At thy right hand there are pleasures for evermore (Ps. 16: 11)
Prepare thy work without, and make it fit for thyself in the field;
Proverbs 24:27
and afterwards build thine house
This is a proverb that teaches us a crucial principle of business—first things first.
So the immediate application is this. If you buy a fertile piece of ground, you should prepare it, work it, and plant your crop. After that, you should feel free to go ahead and build your house. In other words, the idea is to make the piece of ground productive before you start drawing your new resource down. Grow the celery before you eat the salary.
Our natural tendency is to want to enjoy the benefits prematurely. One illustration of this bad mistake is what happens to a number of entrepreneurs. I should correct that. It doesn’t happen to entrepreneurs the way the flu might happen to them. Rather, it is something they decide to do.

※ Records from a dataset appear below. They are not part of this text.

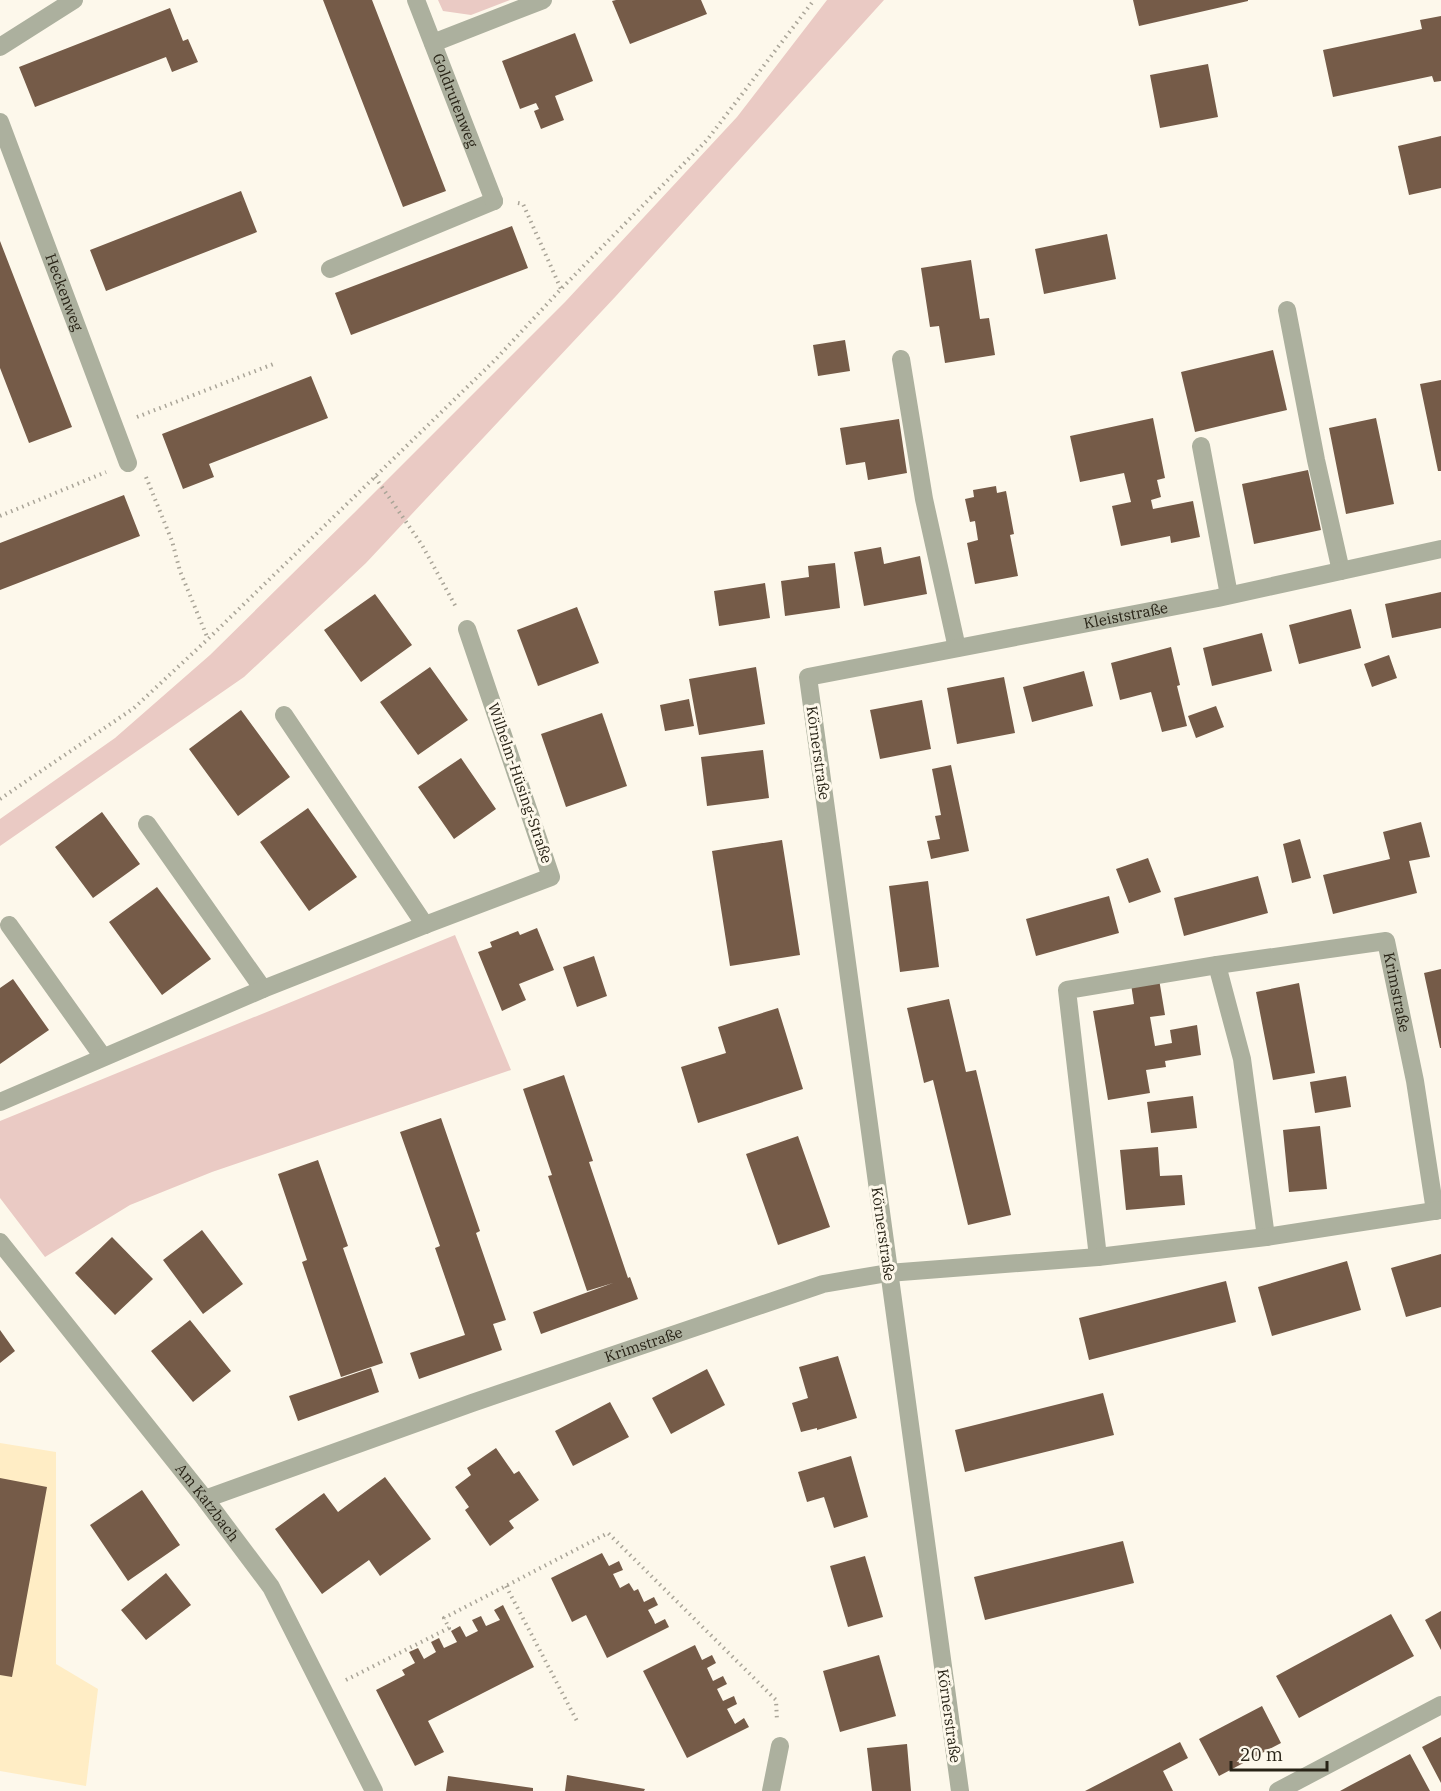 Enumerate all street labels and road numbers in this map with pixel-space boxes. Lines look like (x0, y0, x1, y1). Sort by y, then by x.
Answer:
street label: Goldrutenweg (429, 51, 482, 150)
street label: Heckenweg (41, 251, 88, 334)
street label: Kleiststraße (1082, 598, 1169, 633)
street label: Wilhelm-Hüsing-Straße (484, 700, 557, 866)
street label: Körnerstraße (803, 705, 834, 801)
street label: Krimstraße (1380, 951, 1415, 1034)
street label: Körnerstraße (868, 1186, 899, 1282)
street label: Krimstraße (602, 1322, 685, 1366)
street label: Am Katzbach (171, 1459, 244, 1545)
street label: Körnerstraße (934, 1668, 965, 1764)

They get an investment for their hot idea, and let us grant for the sake of discussion that it is in fact a hot idea. But instead of putting the bulk of the investment into the hot idea so that it might start paying off sooner, instead they start paying full salaries to the start-up team, as though the hot idea was already paying off. But—it isn’t. However hot the idea is, it cannot pay off before it is birthed. The harvest cannot be enjoyed while the sacks are still full of the seed.

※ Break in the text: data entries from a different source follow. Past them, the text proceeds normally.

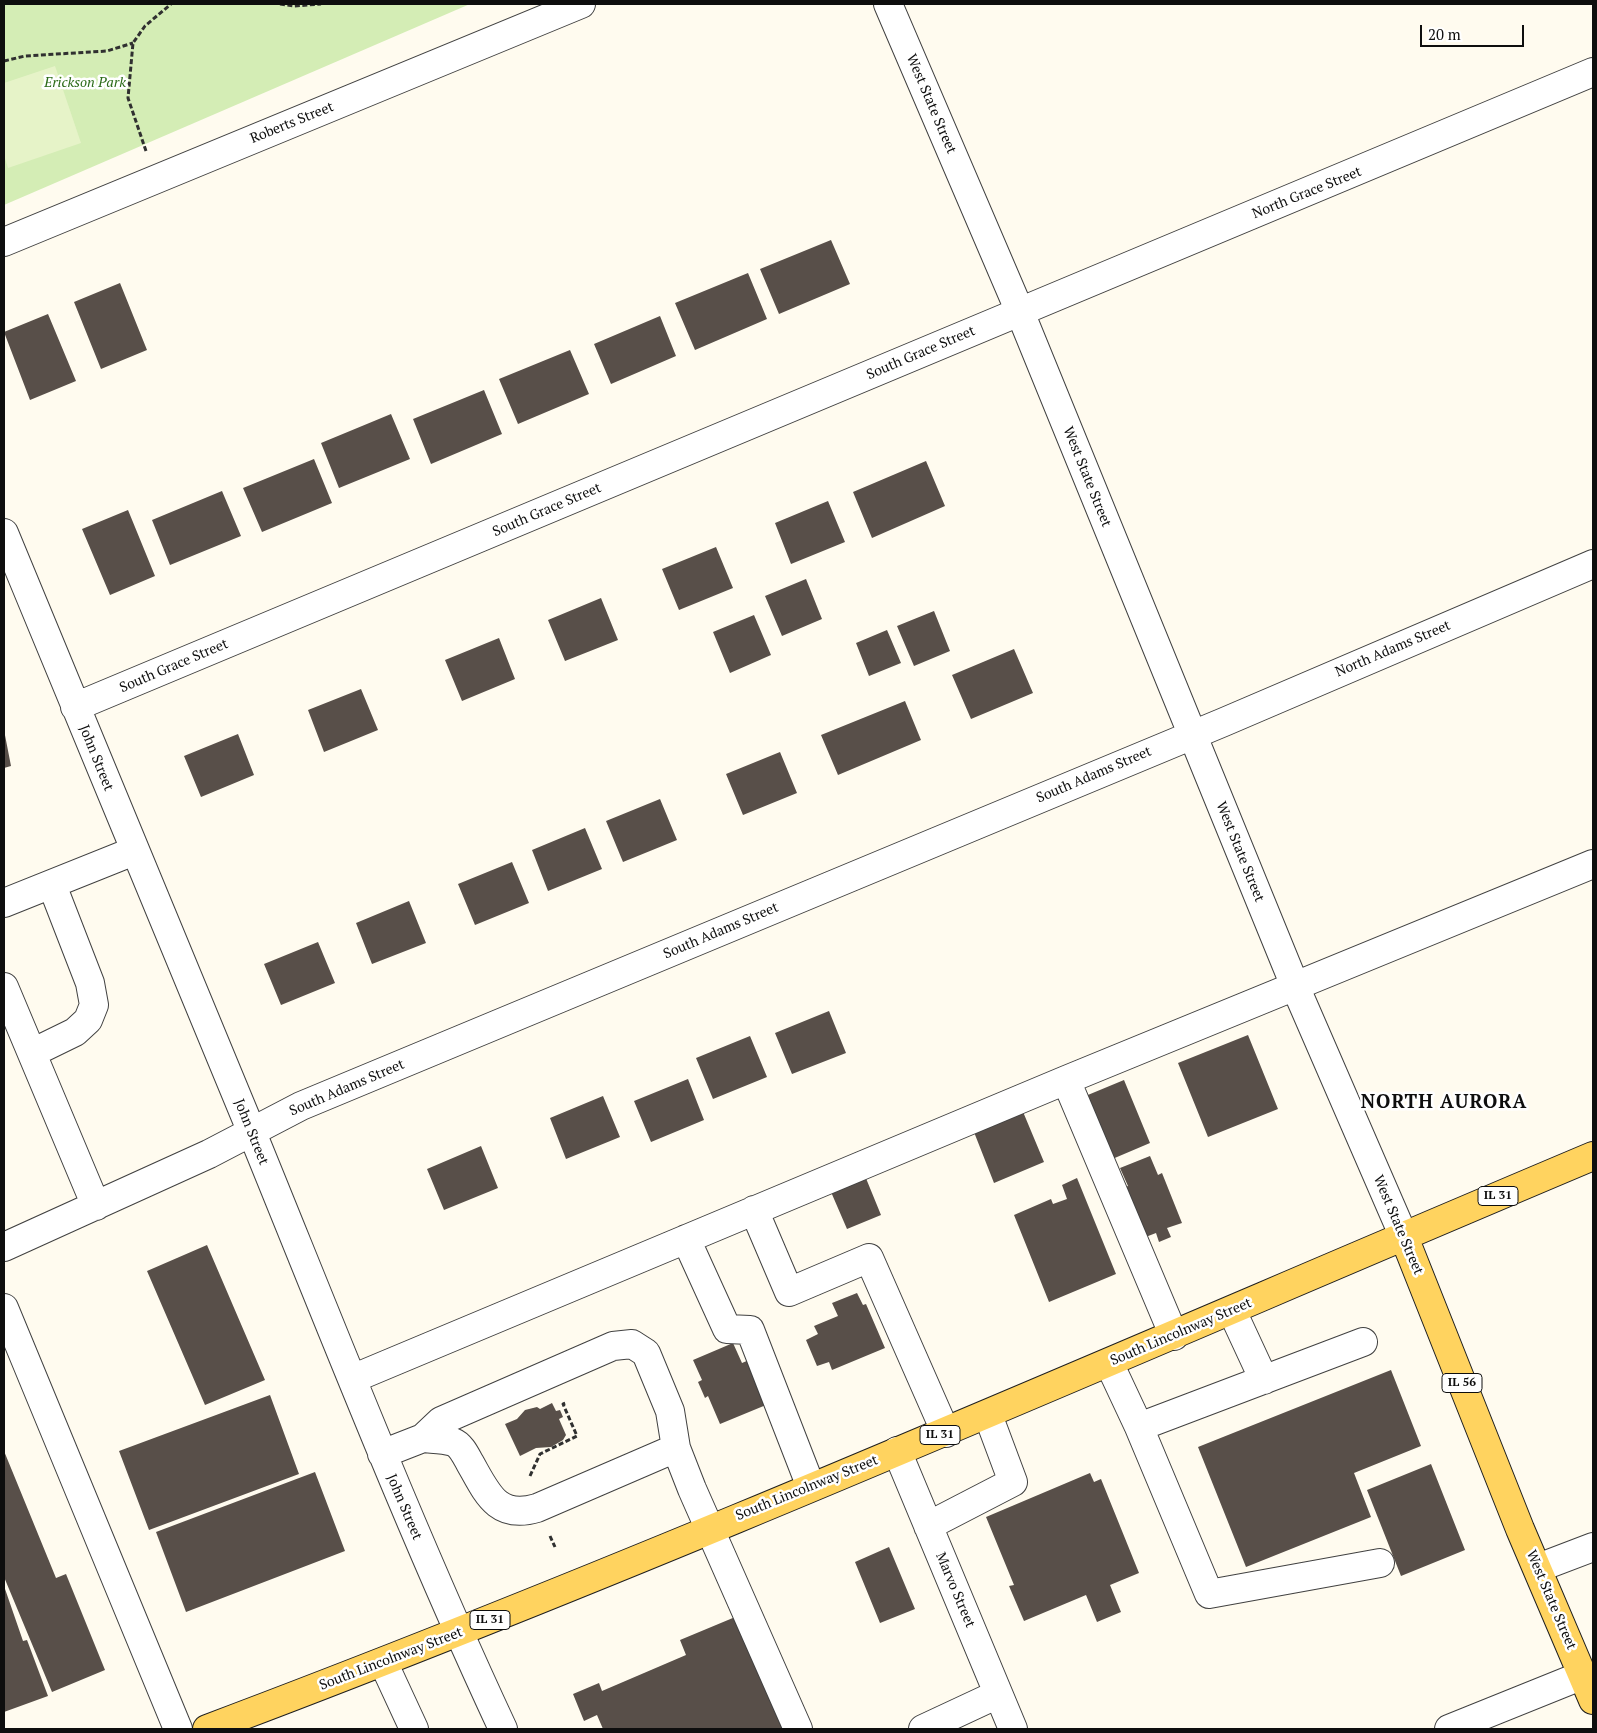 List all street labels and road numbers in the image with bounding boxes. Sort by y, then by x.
street label: West State Street [902,52,960,156]
street label: Roberts Street [248,99,336,147]
street label: North Grace Street [1250,163,1364,223]
street label: South Grace Street [864,323,978,383]
street label: West State Street [1059,424,1115,530]
street label: South Grace Street [490,480,604,540]
street label: North Adams Street [1333,617,1453,681]
street label: South Grace Street [117,636,231,696]
street label: John Street [75,722,117,794]
street label: South Adams Street [1034,743,1154,807]
street label: West State Street [1212,799,1268,905]
street label: South Adams Street [661,899,781,963]
street label: South Adams Street [287,1056,407,1120]
street label: John Street [230,1096,272,1168]
street label: West State Street [1369,1173,1427,1277]
road number: IL 31 [1478,1186,1518,1206]
street label: South Lincolnway Street [1108,1295,1254,1369]
road number: IL 56 [1442,1374,1482,1392]
road number: IL 31 [920,1426,960,1444]
street label: South Lincolnway Street [733,1452,881,1524]
street label: John Street [383,1472,425,1542]
street label: West State Street [1522,1548,1580,1652]
street label: Marvo Street [932,1550,978,1630]
road number: IL 31 [470,1610,510,1630]
street label: South Lincolnway Street [317,1624,465,1694]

And this proverb hits on something we see in a number of other proverbs. It is the contrast between short-term thinkers and long-term thinkers. The wise investor, developer, or entrepreneur seeks to defer taking his cut while the foolish one assumes that his cut is what he has coming to him as some sort of birthright. To not take his cut would not be “realistic.” His wife thinks the same.
The lack of wisdom in this can be seen in this. The person has removed a particular kind of immediate pressure from himself, meaning that he will not be as motivated as he might otherwise be to get his hot idea to market. He is able to pay his monthly bills right now, and that is not going to run out until next year sometime. For a short-term thinker, next year is on the other side of forever. And so it is that the following year he has to go back to the investor looking for a second infusion of cash. Or an extension. Or a time of awkward conversation. Or something.
The wise man is hustling from the get-go because every day matters every day. He gets after it today because something needs to break loose today. “A worker’s appetite works for him; his mouth urges him on” (Prov. 16:26, ESV).